I measured a binary response for each subject in 5 different conditions. For each subject and condition, I replicated the experiment 36 times. I thus have 36 binary values per condition per subject.
I am trying to build a model for those data. I suppose a logistic regression is what I'm looking for, and I am working with the lmer
package. My aim is to check whether the conditions significantly influence the observed values, so I would have two models:
lmH1<-lmer(value~condition, (random effects), data=dataset, family=binomial)
and
lmH0<-lmer(value~1, (random effects), data=dataset, family=binomial)
By looking at the output from anova(lmH0, lmH1)
, I would be able to determine the significance of the effect of my condition.
I am just not sure what to specify as random effect; the models I defined so far are:
lmH1 <- lmer( value ~ condition + ( 1 | subject ), data = dataSet, family = binomial )
and
lmH2 <- lmer( value ~ condition + ( 1 | subject/condition ), data = dataSet, family = binomial )
However I am not sure about how lmer handles the replicates, so I don't know whether I should include those replicates in my random effects or not. I could modify the proposed models so that the grouping defined by the random effects refers to a specific binary values instead of a group of binaries values. My new models would then be
lmH1a <- lmer( value ~ condition + ( 1 | subject/(condition:replicate) ), data = dataSet, family = binomial )
and
lmH2a <- lmer( value ~ condition + ( 1 | subject/condition/replicate ), data = dataSet, family = binomial )

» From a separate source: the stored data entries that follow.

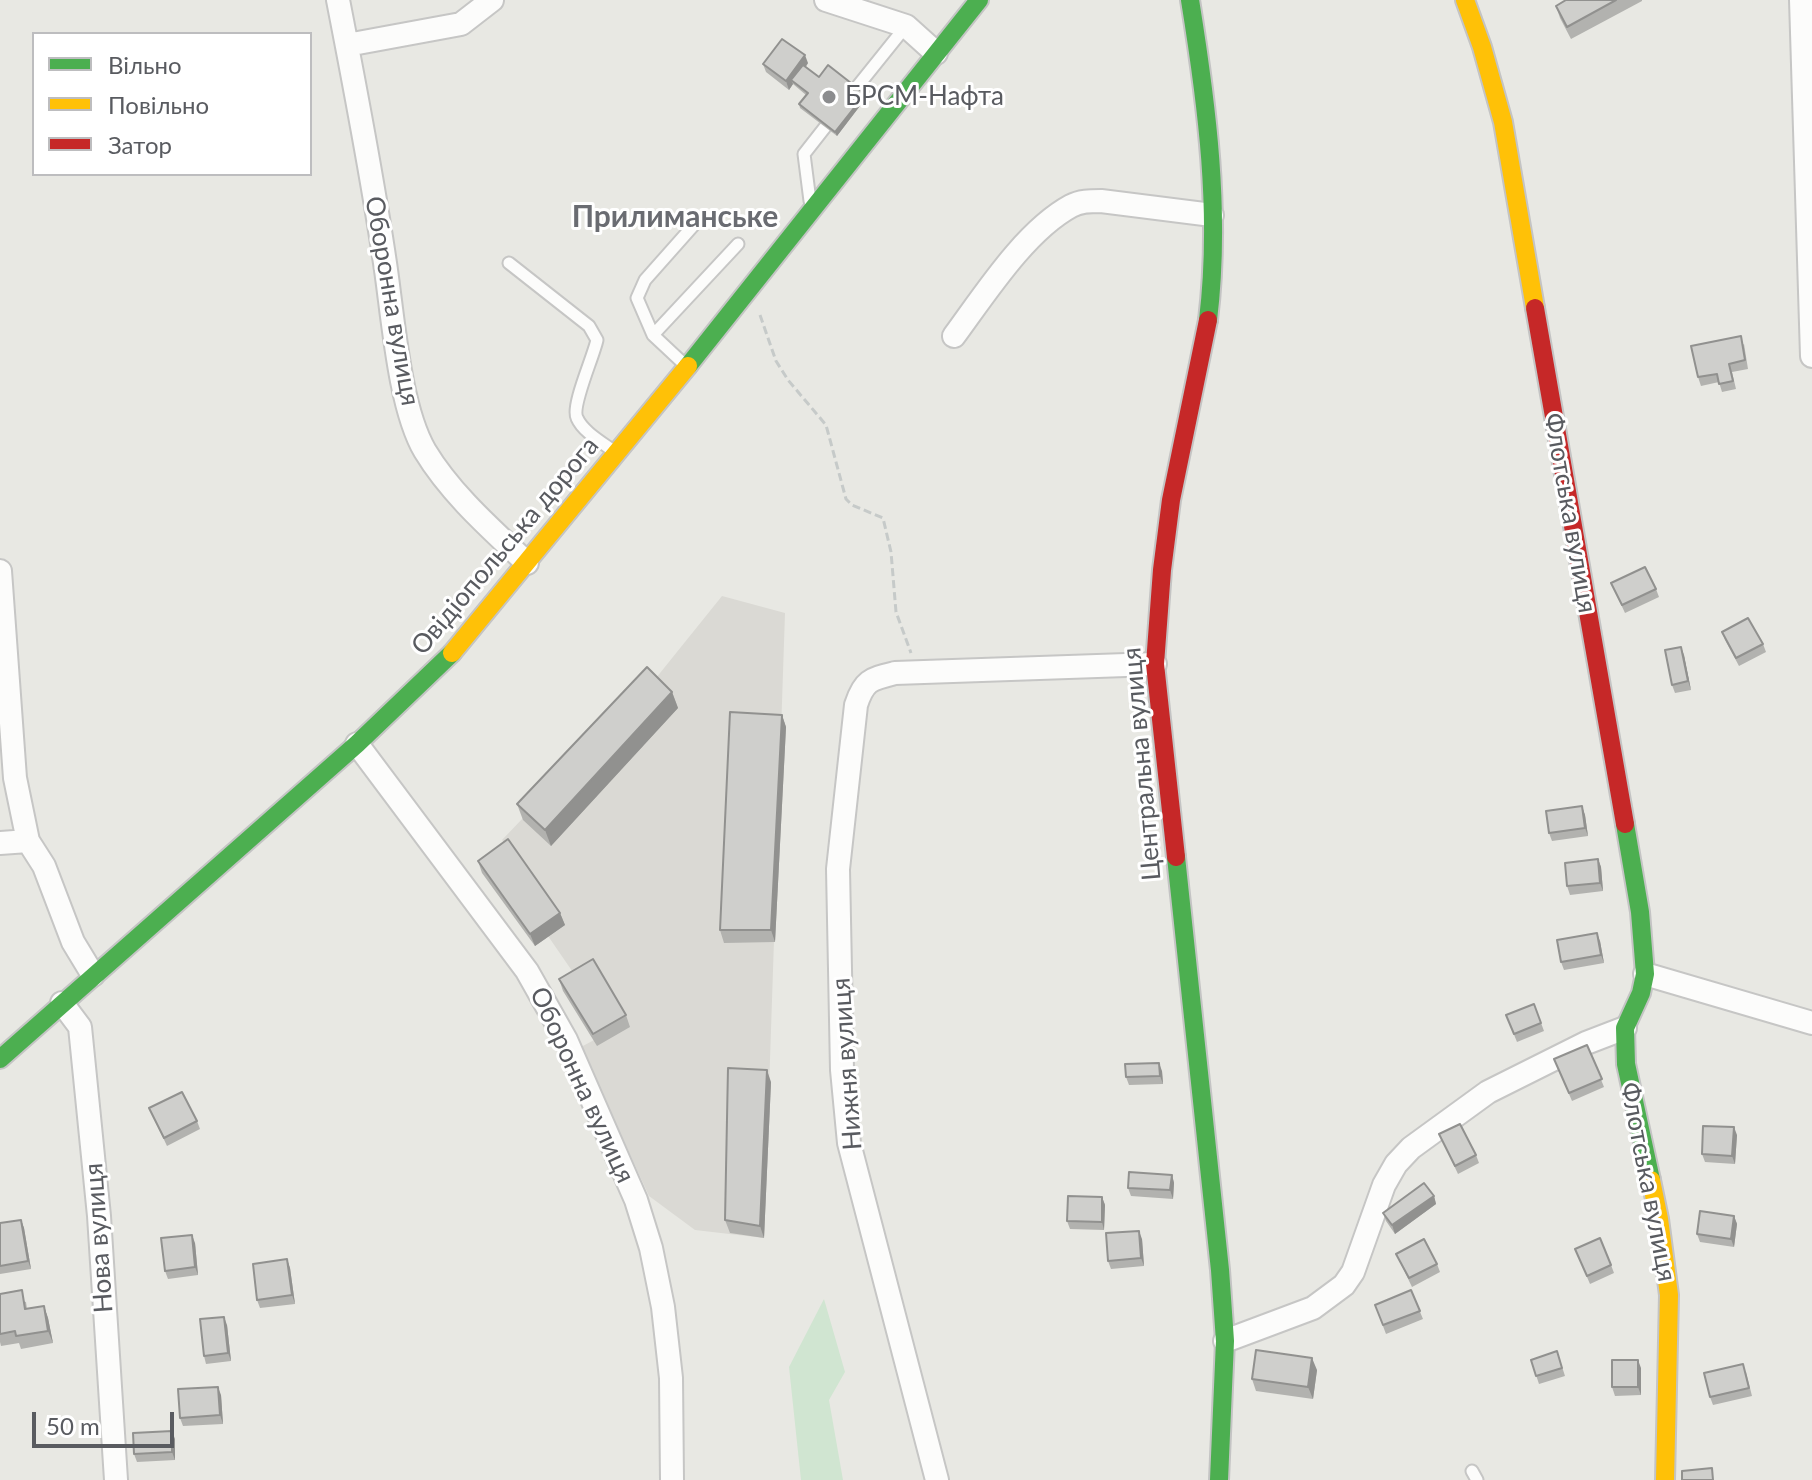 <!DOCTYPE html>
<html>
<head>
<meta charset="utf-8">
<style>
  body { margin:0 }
  #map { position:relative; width:1812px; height:1480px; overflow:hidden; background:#e8e8e3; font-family:Lato,sans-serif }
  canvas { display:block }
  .legend { position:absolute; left:32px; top:32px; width:280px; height:144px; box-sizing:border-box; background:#fff; border:2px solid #bdbdbf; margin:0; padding:10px 14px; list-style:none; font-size:24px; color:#595b60 }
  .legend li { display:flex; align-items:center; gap:16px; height:40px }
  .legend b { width:40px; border:2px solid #bdbdbf }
  .scale { position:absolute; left:32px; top:1412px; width:142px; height:36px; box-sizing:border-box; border:4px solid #595b60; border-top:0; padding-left:10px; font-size:24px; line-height:28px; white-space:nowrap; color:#595b60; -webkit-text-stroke:6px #fff; paint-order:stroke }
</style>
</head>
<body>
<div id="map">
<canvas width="1812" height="1480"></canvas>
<ul class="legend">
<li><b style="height:10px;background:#4caf50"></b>Вільно</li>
<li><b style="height:10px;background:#ffc107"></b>Повільно</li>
<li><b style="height:10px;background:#c62828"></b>Затор</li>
</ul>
<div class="scale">50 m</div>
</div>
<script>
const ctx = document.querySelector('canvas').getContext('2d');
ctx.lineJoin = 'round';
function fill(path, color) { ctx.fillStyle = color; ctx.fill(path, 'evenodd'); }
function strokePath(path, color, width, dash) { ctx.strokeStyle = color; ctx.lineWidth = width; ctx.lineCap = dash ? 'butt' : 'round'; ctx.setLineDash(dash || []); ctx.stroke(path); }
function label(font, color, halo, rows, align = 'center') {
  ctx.font = font + ' Lato,sans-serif'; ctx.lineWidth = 6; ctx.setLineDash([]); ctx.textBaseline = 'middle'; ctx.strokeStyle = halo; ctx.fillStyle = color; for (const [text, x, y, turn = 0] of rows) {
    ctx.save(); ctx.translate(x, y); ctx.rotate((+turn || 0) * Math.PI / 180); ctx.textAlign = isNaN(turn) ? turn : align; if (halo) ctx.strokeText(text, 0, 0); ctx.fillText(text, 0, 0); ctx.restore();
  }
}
fill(new Path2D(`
  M722 596 785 613 764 1238 695 1230 649 1196 581 1047 596 1039 579 981 497 862 512 851 502 840 652 683Z`), '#dad9d4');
fill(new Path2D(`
  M824 1299 845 1372 829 1400 843 1480H801L789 1367Z`), '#d0e5d1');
const lane = new Path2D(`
  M849 97 906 26
  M810 201 804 154 833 117
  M509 263 589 326 597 340C593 358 571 406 577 418 583 432 603 443 615 452
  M653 335 738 244
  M684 364 653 335 637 298 645 280 700 218
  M1472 1471 1477 1480`);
const street = new Path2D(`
  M338 0C355 87 372 175 385 263 393 316 399 407 425 451 451 494 491 529 527 563
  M826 0 906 26 936 53
  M1801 0 1812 356
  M347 45 461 24 492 0
  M954 336C985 294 1025 231 1071 206 1080 201 1090 201 1101 201L1212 215
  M0 571 15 778 28 841 44 866 73 942 93 975
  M357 744 527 971 566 1040 636 1200 651 1248 663 1307 671 1378 672 1480
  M0 843 28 841
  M1645 974 1812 1023
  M62 1003 80 1027 99 1216 116 1480
  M1225 1341 1313 1308 1344 1285 1353 1272 1384 1185 1396 1164 1411 1148 1488 1092 1586 1043 1625 1028
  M937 1480 849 1143 842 1070 838 869 856 705C864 680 871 679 895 673L1155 664`);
const fast = new Path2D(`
  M1190 0C1207 105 1221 213 1208 320
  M688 366 979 0
  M1625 824 1640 912 1645 974 1641 993 1625 1028 1626 1064 1651 1180
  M1176 857 1220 1270 1225 1341 1219 1480
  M0 1059 357 744 452 653`);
const slow = new Path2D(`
  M1465 0 1482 47 1503 122 1535 308
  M452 653 688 366
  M1651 1180 1659 1219 1669 1295 1665 1480`);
const jam = new Path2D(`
  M1535 308 1625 824
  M1176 857 1155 664 1162 570 1171 500 1208 320`);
strokePath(lane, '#c6c6c5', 15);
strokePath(street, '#c6c6c5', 26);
strokePath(fast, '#c4c4c4', 22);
strokePath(slow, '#c4c4c4', 22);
strokePath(jam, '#c4c4c4', 22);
strokePath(new Path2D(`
  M760 315 776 361 788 380 826 425 846 499 852 505 883 518 891 552 896 612 911 653`), '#c6cac9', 3, [8, 4]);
strokePath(lane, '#fcfcfb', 11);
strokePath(street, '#fcfcfb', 22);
strokePath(fast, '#4caf50', 18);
strokePath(slow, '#ffc107', 18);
strokePath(jam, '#c62828', 18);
fill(new Path2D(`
  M1566 0H1642V1L1571 39 1560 18 1556 6Z
  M808 63 806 67 819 77 866 98 837 136 800 108 799 104 806 95 793 84 789 90 766 72 763 64Z
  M1744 344 1748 369 1732 372 1736 389 1722 392 1719 382 1701 386 1698 377Z
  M1611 583 1656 589 1659 597 1625 613Z
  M1722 632 1763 644 1766 652 1739 666 1725 640Z
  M1684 655 1691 690 1675 693 1672 685Z
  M672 692 678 708 551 846 523 820 517 804Z
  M782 715 786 727 775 942 724 943 720 930Z
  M1582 806 1585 815 1588 836 1552 841 1549 833Z
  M1598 859 1601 867 1603 891 1570 895 1567 886Z
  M478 861 560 913 565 925 535 946 482 873Z
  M1600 941 1604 963 1564 970 1561 962Z
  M559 979 626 1015 630 1027 597 1046 563 991Z
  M1534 1004 1544 1031 1517 1042 1506 1015Z
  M1587 1045 1604 1087 1572 1101 1554 1059Z
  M1162 1071 1163 1084 1129 1085 1126 1077Z
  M771 1082 764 1238 730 1233 725 1220Z
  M149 1108 197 1121 200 1129 167 1146Z
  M1439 1134 1476 1155 1479 1163 1458 1174Z
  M1737 1135 1735 1164 1705 1162 1702 1154Z
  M1172 1175 1174 1183 1173 1199 1131 1196 1128 1188Z
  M1434 1196 1436 1204 1395 1234 1386 1221 1383 1213Z
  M1102 1197 1105 1205 1104 1230 1070 1229 1067 1221Z
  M1734 1216 1737 1224 1734 1247 1700 1242 1697 1234Z
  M21 1220 24 1228 31 1269 0 1274V1223Z
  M1142 1239 1144 1266 1111 1269 1108 1261Z
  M195 1243 198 1275 168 1279 165 1271Z
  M1575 1249 1611 1265 1614 1273 1590 1284Z
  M1396 1254 1437 1264 1440 1272 1412 1287Z
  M287 1259 290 1268 295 1304 260 1308 257 1300Z
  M1411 1290 1423 1319 1386 1334 1375 1305Z
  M0 1294 26 1302 27 1309 44 1306 48 1318 53 1343 21 1349 19 1343 1 1346 0 1342Z
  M227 1325 231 1361 206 1364 204 1356Z
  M1557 1351 1565 1376 1539 1384 1531 1360Z
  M1641 1368V1395L1615 1396 1612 1387Z
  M1317 1370 1313 1399 1256 1391 1252 1379Z
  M1746 1372 1752 1396 1713 1405 1710 1397Z
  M221 1395 223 1424 183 1426 180 1418Z
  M175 1439V1460L137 1462 134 1454Z`), '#b2b2af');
fill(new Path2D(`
  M805 55 808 63 794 82 791 80 793 84 789 90 786 81Z
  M865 94 866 98 837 136 835 132Z
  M1681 647 1684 655 1691 690 1688 681Z
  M672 692 678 708 551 846 545 830Z
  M782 715 786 727 775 942 771 930Z
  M1582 806 1585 815 1588 836 1585 828Z
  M1598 859 1601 867 1603 891 1600 883Z
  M560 913 565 925 535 946 530 934Z
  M1597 933 1600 941 1604 963 1601 955Z
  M1159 1063 1162 1071 1163 1084 1160 1076Z
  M767 1070 771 1082 764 1238 760 1226Z
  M1734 1127 1737 1135 1735 1164 1732 1156Z
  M1172 1175 1174 1183 1173 1199 1170 1190Z
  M1434 1196 1436 1204 1395 1234 1392 1225Z
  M1102 1197 1105 1205 1104 1230 1102 1222Z
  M1734 1216 1737 1224 1734 1247 1731 1239Z
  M21 1220 24 1228 31 1269 28 1261Z
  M1139 1231 1142 1239 1144 1266 1141 1258Z
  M192 1235 195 1243 198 1275 195 1267Z
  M287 1259 290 1268 295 1304 292 1295Z
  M44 1306 48 1318 53 1343 48 1331Z
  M224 1317 227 1325 231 1361 228 1353Z
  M1312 1358 1317 1370 1313 1399 1308 1387Z
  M1638 1360 1641 1368V1395L1638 1387Z
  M218 1387 221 1395 223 1424 220 1415Z
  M172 1431 175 1439V1460L172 1452Z`), '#91918f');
const building = new Path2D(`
  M1566 0H1616L1567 27 1556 6Z
  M782 39 805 55 786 81 763 64Z
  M803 65 819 77 828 65 865 94 835 132 799 104 808 93 791 80Z
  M1741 336 1745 360 1729 364 1733 381 1719 384 1717 374 1698 377 1691 346Z
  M1645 567 1656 589 1622 605 1611 583Z
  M1748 618 1763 644 1736 658 1722 632Z
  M1681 647 1688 681 1672 685 1665 650Z
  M647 667 672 692 545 830 517 804Z
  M730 712 782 715 771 930H720Z
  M1582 806 1585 828 1549 833 1546 811Z
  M508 839 560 913 530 934 478 861Z
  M1598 859 1600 883 1567 886 1565 863Z
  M1597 933 1601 955 1561 962 1557 940Z
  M593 959 626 1015 593 1034 559 979Z
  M1534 1004 1541 1023 1514 1034 1506 1015Z
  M1587 1045 1602 1079 1569 1093 1554 1059Z
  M1159 1063 1160 1076 1126 1077 1125 1064Z
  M728 1068 767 1070 760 1226 725 1220Z
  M182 1092 197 1121 164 1138 149 1108Z
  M1460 1124 1476 1155 1455 1166 1439 1134Z
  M1703 1126 1734 1127 1732 1156 1702 1154Z
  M1129 1172 1172 1175 1170 1190 1128 1188Z
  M1424 1183 1434 1196 1392 1225 1383 1213Z
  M1068 1196 1102 1197V1222L1067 1221Z
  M1700 1211 1734 1216 1731 1239 1697 1234Z
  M21 1220 28 1261 0 1266V1223Z
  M1139 1231 1141 1258 1108 1261 1106 1233Z
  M192 1235 195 1267 165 1271 161 1238Z
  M1600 1238 1611 1265 1587 1276 1575 1249Z
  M1424 1239 1437 1264 1409 1278 1396 1254Z
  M287 1259 292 1295 257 1300 253 1264Z
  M22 1290 25 1309 44 1306 48 1331 16 1336 15 1331 0 1334V1294Z
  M1411 1290 1420 1311 1383 1325 1375 1305Z
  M224 1317 228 1353 204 1356 200 1319Z
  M1256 1350 1312 1358 1308 1387 1252 1379Z
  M1557 1351 1562 1368 1536 1376 1531 1360Z
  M1612 1360H1638V1387H1612Z
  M1743 1364 1749 1388 1710 1397 1704 1373Z
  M218 1387 220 1415 180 1418 178 1389Z
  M172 1431V1452L134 1454 133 1433Z
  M1712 1468 1713 1480H1682V1471Z`);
fill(building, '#cfcfcc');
strokePath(building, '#91918f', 2);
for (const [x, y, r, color] of [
  [829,97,8,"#8b8c8e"]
]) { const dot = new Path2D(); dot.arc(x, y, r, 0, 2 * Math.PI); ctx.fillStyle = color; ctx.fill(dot); strokePath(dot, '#fff', 3); }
label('26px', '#595b60', '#fff', [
  ["БРСМ-Нафта",845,97]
], 'left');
label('26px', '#595b60', '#fff', [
  ["Оборонна вулиця",392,301,80],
  ["Флотська вулиця",1570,513,80],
  ["Овідіопольська дорога",505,546,-50],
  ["Центральна вулиця",1142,764,-95],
  ["Нижня вулиця",847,1064,-94],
  ["Оборонна вулиця",582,1085,65],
  ["Флотська вулиця",1648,1182,79],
  ["Нова вулиця",99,1238,-94]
]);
label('bold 30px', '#6a6c72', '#fff', [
  ["Прилиманське",675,217]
]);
</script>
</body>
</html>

With those models R returns the warning message Number of levels of a grouping factor for the random effects is equal to n, the number of observations
. But the model is still computed.
All 4 models return very similar values for the fixed effects and for the random effects that they have in common (e.g. the subject random effects are very similar for all 4 models and the condition within subject random effects are very similar for lmH2
and lmH2a
).
How can I check which random effect structure is the most appropriate for my design and collected data?